На месте, где стража задержала водовозов, ничего интересного не нашлось. Повозка ехала со стороны главной площади, явно к повороту на спуск к воде. В этой стороне Сарая хороших проездов к пристаням не было. Базаров нет, чего ездить. Самый край города. Пристани внизу больше рыбацкие.

– Понятно, почему они раньше не свернули, – пояснил Бурангул. – Там нужно было мимо нашего двора ехать. На воротах сторож. Сразу бы заподозрил, что это чужие водовозы в наших краях.

– Здесь чужих нет?

Старшина покачал головой:

– Только наши. Тут народа мало живет, и все особняком. А у нас здесь и конюшня, и мостки. Чуть дальше – дом для собраний. Оттуда и шли наши ребята к конюшне.

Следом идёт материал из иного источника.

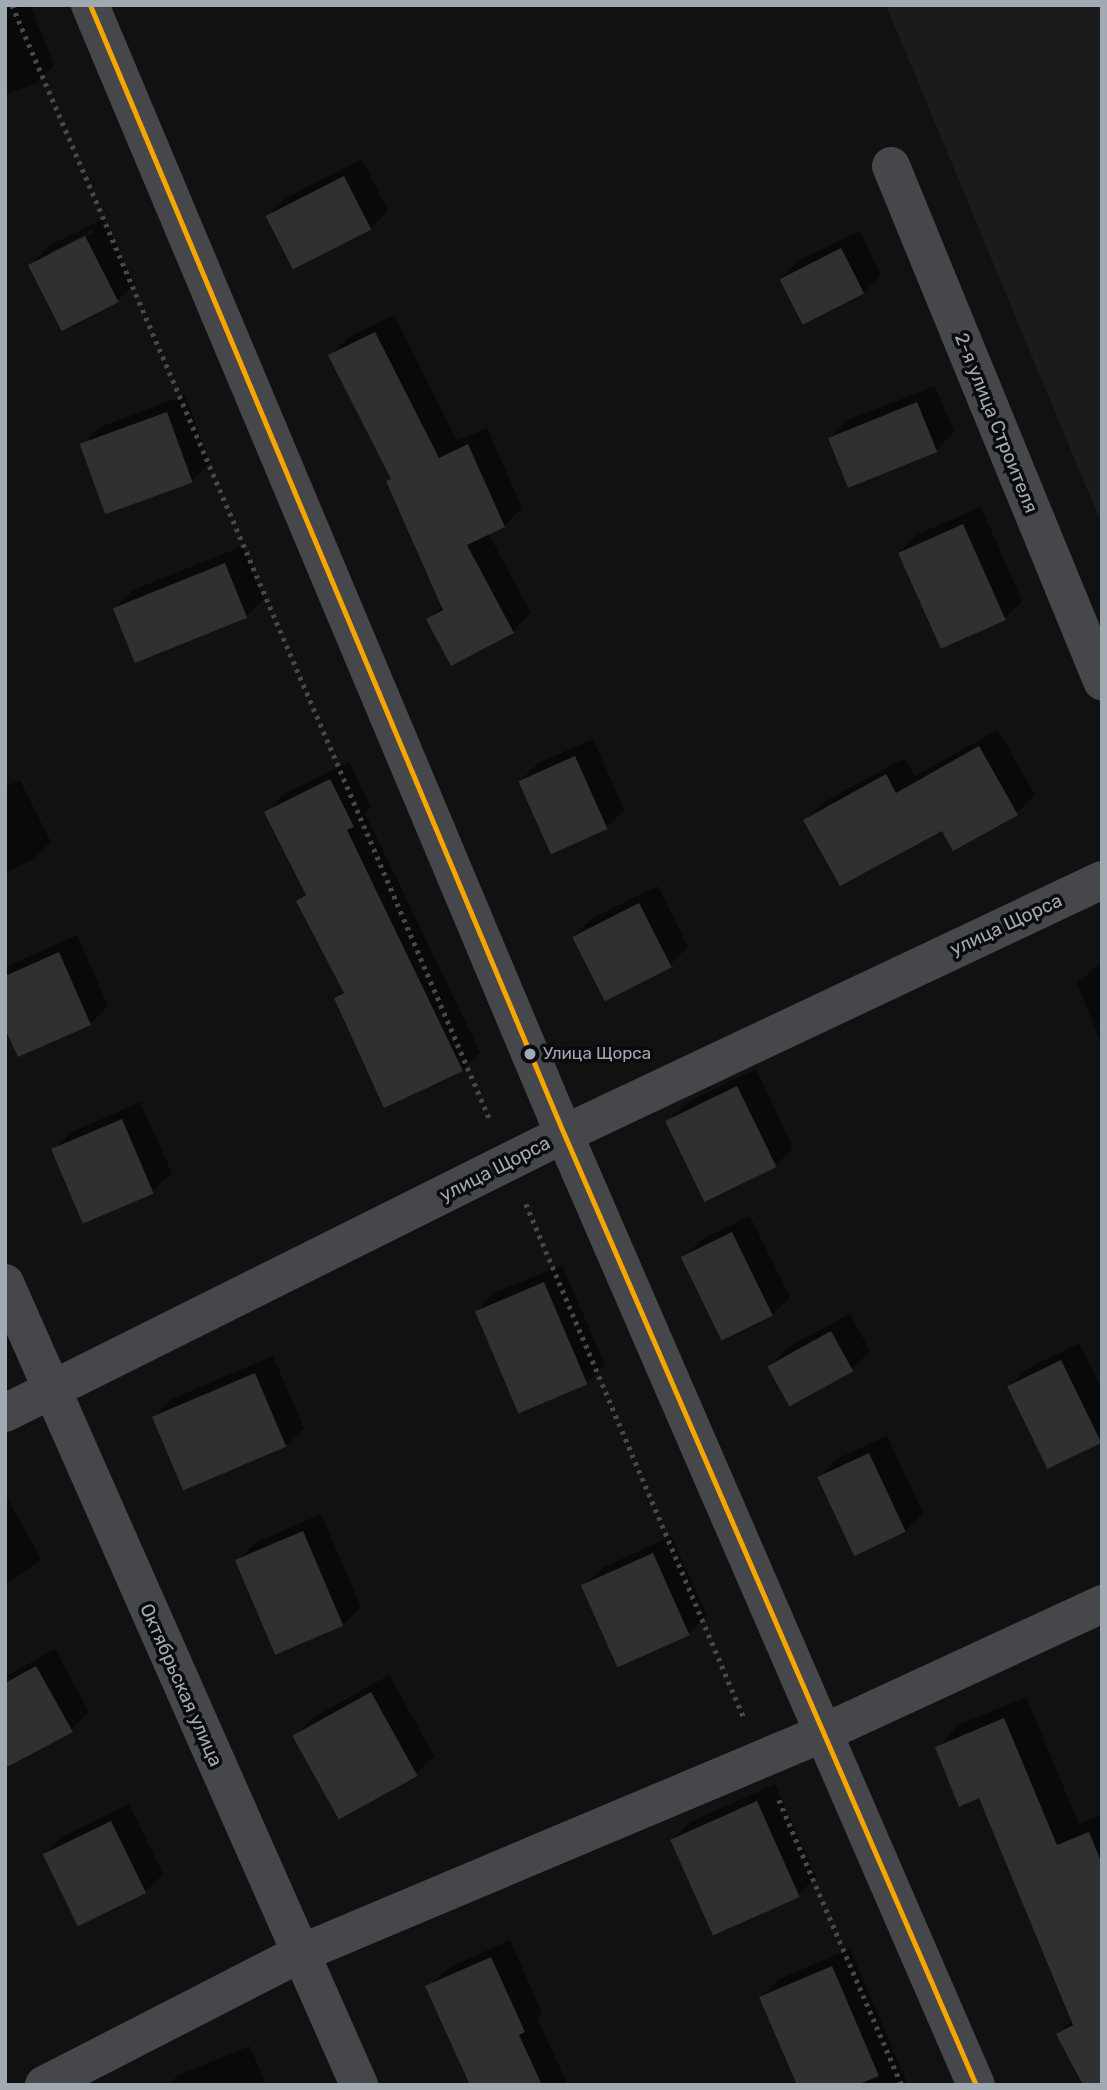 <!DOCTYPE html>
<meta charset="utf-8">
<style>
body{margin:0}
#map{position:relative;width:1107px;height:2090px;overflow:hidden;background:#111;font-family:Rubik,sans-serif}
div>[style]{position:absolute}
.built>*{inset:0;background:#1b1b1d}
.shadow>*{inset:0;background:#0007}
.building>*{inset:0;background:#303032;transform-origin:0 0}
.path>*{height:4.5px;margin-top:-2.25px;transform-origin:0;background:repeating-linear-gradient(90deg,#47484c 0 3.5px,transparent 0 8.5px)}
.minor>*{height:38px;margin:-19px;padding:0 19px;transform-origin:19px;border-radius:19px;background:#45474a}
.bus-1>*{height:5px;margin:-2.5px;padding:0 2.5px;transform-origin:2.5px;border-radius:2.5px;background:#f7a600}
.dots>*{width:19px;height:19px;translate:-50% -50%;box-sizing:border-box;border:4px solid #0b0b0d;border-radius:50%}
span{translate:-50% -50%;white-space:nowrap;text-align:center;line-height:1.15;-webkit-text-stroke:7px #0b0b0d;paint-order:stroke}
.bus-label{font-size:17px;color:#a1a9b3}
.left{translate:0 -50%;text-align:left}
.street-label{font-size:19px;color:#a1a9b3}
.frame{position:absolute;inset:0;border:7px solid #a1a9b3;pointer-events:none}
</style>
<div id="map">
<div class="built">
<i style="clip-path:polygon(886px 5px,1102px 5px,1102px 525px)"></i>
</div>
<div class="shadow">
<i style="clip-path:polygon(5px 5px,30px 5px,54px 65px,36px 83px,5px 95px)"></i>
<i style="clip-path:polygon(362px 159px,388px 211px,370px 229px,268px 216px,286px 198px)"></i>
<i style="clip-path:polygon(evenodd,103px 219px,135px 283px,117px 301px,31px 264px,49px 246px,103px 219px,92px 230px,94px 233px,50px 255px,50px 252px,92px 230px)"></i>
<i style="clip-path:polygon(860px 231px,881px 275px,862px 293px,781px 278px,799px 260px)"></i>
<i style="clip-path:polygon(394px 315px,457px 441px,487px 428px,522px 508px,504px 526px,488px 533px,531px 613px,513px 631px,428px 619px,443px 605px,388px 481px,392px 477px,331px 355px,349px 337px)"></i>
<i style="clip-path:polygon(935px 386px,954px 432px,936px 450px,830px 438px,848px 420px)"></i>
<i style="clip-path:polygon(185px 395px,210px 463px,192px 481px,82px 445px,100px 427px)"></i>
<i style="clip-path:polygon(981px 507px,1022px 601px,1004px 619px,900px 552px,918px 534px)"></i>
<i style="clip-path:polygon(243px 546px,264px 599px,246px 617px,115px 608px,133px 590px)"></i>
<i style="clip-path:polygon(998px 730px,1035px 795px,1017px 813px,806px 820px,824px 802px,905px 758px,915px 776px)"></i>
<i style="clip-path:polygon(593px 739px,624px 810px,606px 828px,520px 781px,538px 763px)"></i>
<i style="clip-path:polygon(349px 762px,371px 807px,365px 813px,480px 1052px,462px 1070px,385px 1105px,336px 998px,344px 990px,298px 901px,306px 892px,266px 812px,284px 794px)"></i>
<i style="clip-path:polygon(20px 780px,51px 842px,32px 860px,5px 873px,5px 787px)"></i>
<i style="clip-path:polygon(658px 886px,688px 947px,670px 965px,574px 936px,592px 918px)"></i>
<i style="clip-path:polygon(77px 935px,108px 1006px,90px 1024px,5px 1025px,6px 967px)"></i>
<i style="clip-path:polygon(1102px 962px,1102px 1045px,1077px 983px)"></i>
<i style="clip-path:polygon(756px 1069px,793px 1148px,775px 1166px,668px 1121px,686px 1103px)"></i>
<i style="clip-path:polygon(140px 1102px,172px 1173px,153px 1191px,85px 1221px,54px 1150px,72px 1132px)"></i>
<i style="clip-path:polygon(750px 1216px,790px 1297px,772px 1315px,683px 1258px,701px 1240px)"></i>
<i style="clip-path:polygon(562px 1265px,605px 1365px,587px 1383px,477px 1311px,495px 1293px)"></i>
<i style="clip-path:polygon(850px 1314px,870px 1351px,852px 1369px,769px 1366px,787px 1348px)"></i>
<i style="clip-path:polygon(1079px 1343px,1102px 1390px,1102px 1440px,1049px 1467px,1009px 1387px,1027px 1369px)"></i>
<i style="clip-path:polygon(273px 1356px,304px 1428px,285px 1446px,185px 1489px,154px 1417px,172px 1399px)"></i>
<i style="clip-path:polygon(887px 1436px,923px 1513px,905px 1531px,819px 1477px,837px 1459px)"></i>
<i style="clip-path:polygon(5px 1494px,41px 1559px,5px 1586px)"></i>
<i style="clip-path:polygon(321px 1514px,361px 1607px,343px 1625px,237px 1561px,255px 1543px)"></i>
<i style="clip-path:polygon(671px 1536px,707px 1615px,689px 1633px,584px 1586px,602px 1568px)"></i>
<i style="clip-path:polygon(55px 1649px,89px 1712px,71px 1730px,5px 1766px,5px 1677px)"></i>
<i style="clip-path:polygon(389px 1675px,434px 1756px,416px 1774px,295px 1736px,313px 1718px)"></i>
<i style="clip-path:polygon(1026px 1697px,1079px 1824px,1102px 1815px,1102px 2085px,1058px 2034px,1073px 2020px,980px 1796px,937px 1748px,959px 1725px)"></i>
<i style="clip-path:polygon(775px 1784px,816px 1877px,798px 1895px,713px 1933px,672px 1840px,690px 1822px)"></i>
<i style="clip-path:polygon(129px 1804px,163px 1874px,145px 1892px,44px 1855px,62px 1837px)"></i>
<i style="clip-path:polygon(510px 1940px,542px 2013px,537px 2018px,568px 2085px,471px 2085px,428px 1987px,446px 1969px)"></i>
<i style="clip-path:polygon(850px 1949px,908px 2085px,798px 2085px,761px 1997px,779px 1979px)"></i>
<i style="clip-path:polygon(250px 2046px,266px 2085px,168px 2085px,177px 2076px)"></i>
</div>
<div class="building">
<i style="left:344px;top:176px;width:60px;height:88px;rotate:63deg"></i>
<i style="left:85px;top:236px;width:74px;height:64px;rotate:63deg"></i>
<i style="left:841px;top:248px;width:51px;height:69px;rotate:63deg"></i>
<i style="clip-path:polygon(375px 332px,439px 458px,468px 444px,505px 527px,467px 545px,514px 633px,451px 666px,426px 619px,443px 610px,386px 481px,391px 479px,328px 355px)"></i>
<i style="left:917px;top:402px;width:54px;height:96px;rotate:68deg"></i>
<i style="left:167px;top:412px;width:75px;height:93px;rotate:70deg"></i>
<i style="left:963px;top:524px;width:105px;height:71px;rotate:66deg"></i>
<i style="left:225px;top:563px;width:59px;height:121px;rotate:68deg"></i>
<i style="clip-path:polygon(979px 746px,1018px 815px,953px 851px,942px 831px,840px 886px,803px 820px,886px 774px,896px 793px)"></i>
<i style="left:575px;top:756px;width:80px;height:62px;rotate:66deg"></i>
<i style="clip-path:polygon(330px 779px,354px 827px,347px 830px,463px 1071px,384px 1108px,334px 998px,344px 993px,296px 901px,306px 895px,264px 812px)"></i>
<i style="left:639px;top:903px;width:72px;height:75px;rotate:63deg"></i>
<i style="clip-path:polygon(59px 952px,91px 1025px,18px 1057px,5px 1029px,5px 976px)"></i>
<i style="left:737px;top:1086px;width:90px;height:80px;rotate:64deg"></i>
<i style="left:122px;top:1119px;width:81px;height:77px;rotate:67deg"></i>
<i style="left:732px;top:1232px;width:93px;height:57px;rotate:64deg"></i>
<i style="left:544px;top:1282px;width:111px;height:75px;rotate:67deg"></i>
<i style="left:831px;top:1331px;width:46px;height:73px;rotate:61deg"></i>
<i style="left:1061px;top:1360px;width:92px;height:60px;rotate:64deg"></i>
<i style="left:255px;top:1373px;width:80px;height:112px;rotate:67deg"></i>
<i style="left:869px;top:1453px;width:87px;height:57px;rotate:65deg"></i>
<i style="left:303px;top:1531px;width:103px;height:74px;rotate:67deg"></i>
<i style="left:653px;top:1553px;width:90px;height:79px;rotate:66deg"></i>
<i style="clip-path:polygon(36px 1666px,73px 1732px,5px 1768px,5px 1683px)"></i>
<i style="left:371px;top:1692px;width:96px;height:90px;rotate:61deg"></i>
<i style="clip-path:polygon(1004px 1718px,1057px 1845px,1089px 1832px,1102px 1864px,1102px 2085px,1083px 2085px,1056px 2034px,1073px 2025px,979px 1798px,959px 1807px,935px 1747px)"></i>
<i style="left:757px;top:1801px;width:105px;height:95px;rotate:66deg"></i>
<i style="left:111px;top:1821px;width:80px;height:76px;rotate:64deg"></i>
<i style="clip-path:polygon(491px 1957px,525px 2032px,519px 2035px,542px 2085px,470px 2085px,425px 1986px)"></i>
<i style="clip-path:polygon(832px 1966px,879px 2076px,857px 2085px,797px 2085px,759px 1997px)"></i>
</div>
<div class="path">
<i style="left:12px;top:5px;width:1215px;rotate:66.79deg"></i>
<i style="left:526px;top:1204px;width:558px;rotate:67.02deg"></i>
<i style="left:779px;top:1800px;width:310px;rotate:66.7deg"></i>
</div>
<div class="minor">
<i style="left:90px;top:5px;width:1224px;rotate:67.23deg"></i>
<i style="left:564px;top:1134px;width:1036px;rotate:66.58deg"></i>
<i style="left:891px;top:166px;width:557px;rotate:67.72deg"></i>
<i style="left:5px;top:1283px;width:877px;rotate:66.18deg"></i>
<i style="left:5px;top:1413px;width:625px;rotate:-26.52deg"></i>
<i style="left:564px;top:1134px;width:595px;rotate:-25.27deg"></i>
<i style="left:44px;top:2085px;width:287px;rotate:-27.2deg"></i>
<i style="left:299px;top:1954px;width:566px;rotate:-22.85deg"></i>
<i style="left:821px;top:1734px;width:310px;rotate:-24.8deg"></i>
</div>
<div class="bus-1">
<i style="left:90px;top:5px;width:1224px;rotate:67.23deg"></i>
<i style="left:564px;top:1134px;width:1036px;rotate:66.58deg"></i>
</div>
<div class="dots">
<i style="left:530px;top:1054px;background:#a1a9b3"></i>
</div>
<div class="bus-label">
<span class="left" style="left:543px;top:1054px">Улица Щорса</span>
</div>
<div class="street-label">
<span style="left:996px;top:423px;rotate:68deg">2-я улица Строителя</span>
<span style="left:1006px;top:925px;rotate:-25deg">улица Щорса</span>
<span style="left:495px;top:1169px;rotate:-27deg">улица Щорса</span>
<span style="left:181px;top:1685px;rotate:66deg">Октябрьская улица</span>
</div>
<div class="frame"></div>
</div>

– Так бы сразу и говорили. А то – мечеть!

– Мечеть тоже там. Маленькая. Рядом с домом собраний. Сейчас как раз ужин готов. Милости просим разделить нашу скромную трапезу.

– Ну что, Илгизар? Зайдем посмотрим, как сарайские водовозы живут. Солнце уже вот-вот сядет. Можешь у них в мечети намаз совершить. У вас в медресе чем разговляют? Пятнадцать лет мимо хожу, а по сей день не знаю.

– Воду дают с сушеными финиками. Потом пшенную кашу и катык.

– Неплохо! А у тебя, Бурангул, чем разговляются? Да ты глаза не прячь, я не шакирд, мне и вино можно.

– Зачем говорить? – засмеялся водовоз. – Лучше зайти и увидеть. А еще лучше попробовать.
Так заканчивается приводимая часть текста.